[Provided entries]

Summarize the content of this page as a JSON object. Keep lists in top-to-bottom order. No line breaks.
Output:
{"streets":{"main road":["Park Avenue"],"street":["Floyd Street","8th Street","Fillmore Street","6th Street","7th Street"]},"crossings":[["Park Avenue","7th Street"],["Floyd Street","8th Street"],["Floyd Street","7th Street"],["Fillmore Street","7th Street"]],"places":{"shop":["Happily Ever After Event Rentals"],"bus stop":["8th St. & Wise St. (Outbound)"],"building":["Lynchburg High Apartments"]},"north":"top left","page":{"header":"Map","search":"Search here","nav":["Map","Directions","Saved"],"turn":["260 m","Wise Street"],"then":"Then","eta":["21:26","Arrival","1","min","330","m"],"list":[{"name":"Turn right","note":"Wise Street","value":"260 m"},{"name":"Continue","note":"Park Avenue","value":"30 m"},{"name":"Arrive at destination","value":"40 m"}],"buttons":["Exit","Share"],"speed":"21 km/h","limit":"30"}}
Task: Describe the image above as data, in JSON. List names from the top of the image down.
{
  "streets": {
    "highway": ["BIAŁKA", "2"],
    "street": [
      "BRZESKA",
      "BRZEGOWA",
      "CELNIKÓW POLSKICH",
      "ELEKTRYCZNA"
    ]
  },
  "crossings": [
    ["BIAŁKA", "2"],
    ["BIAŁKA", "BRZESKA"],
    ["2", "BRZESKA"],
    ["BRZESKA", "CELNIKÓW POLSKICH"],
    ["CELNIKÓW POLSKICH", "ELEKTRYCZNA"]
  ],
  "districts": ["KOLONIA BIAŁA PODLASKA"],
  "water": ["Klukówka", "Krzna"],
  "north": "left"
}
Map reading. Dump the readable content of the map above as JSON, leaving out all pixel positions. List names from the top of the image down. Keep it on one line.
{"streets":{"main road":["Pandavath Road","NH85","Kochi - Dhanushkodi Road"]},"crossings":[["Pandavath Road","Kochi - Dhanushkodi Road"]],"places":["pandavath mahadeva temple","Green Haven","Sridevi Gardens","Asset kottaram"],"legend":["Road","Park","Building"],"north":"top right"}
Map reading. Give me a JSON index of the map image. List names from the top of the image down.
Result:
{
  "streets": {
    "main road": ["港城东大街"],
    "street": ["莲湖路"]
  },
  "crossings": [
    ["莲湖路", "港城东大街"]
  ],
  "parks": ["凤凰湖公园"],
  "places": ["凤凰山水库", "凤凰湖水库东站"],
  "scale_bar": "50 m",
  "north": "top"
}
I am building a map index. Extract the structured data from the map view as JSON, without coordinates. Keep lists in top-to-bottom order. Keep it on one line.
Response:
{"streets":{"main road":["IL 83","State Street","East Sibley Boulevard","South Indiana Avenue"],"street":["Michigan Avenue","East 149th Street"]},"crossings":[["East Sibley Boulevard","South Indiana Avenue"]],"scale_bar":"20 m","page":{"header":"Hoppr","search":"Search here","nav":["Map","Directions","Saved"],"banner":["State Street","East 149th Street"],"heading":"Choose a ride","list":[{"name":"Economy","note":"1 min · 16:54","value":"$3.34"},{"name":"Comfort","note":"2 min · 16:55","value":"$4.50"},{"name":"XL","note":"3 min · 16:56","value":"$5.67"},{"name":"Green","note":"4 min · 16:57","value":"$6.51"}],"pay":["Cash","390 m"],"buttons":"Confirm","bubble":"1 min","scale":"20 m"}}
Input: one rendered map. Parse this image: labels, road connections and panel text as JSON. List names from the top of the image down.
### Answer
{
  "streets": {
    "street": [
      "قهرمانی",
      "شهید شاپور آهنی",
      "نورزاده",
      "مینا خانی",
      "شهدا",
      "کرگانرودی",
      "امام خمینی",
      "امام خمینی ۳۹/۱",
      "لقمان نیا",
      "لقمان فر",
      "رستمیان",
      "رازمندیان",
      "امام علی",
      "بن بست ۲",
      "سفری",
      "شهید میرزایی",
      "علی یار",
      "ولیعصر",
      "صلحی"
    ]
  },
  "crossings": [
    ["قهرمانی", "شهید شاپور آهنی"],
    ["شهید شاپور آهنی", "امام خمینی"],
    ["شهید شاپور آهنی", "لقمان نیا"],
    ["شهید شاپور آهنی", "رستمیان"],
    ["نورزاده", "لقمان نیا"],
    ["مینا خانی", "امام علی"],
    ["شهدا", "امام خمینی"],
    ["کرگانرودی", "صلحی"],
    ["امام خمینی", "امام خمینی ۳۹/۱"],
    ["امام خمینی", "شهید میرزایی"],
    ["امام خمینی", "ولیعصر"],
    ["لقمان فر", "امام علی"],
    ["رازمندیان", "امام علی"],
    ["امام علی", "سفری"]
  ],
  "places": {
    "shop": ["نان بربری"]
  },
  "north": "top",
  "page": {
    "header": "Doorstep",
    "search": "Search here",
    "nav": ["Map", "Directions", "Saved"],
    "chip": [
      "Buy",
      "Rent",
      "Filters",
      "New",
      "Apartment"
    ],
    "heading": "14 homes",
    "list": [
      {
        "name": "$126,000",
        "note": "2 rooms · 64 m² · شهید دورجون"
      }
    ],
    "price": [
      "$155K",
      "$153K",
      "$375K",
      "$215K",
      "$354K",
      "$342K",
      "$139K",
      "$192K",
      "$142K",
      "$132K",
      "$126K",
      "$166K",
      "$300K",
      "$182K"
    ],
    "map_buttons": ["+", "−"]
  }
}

[/Provided entries]

• Problem statement
Checking the material above line by line, count those that include the string "index". Give the number alone.

• Your response
2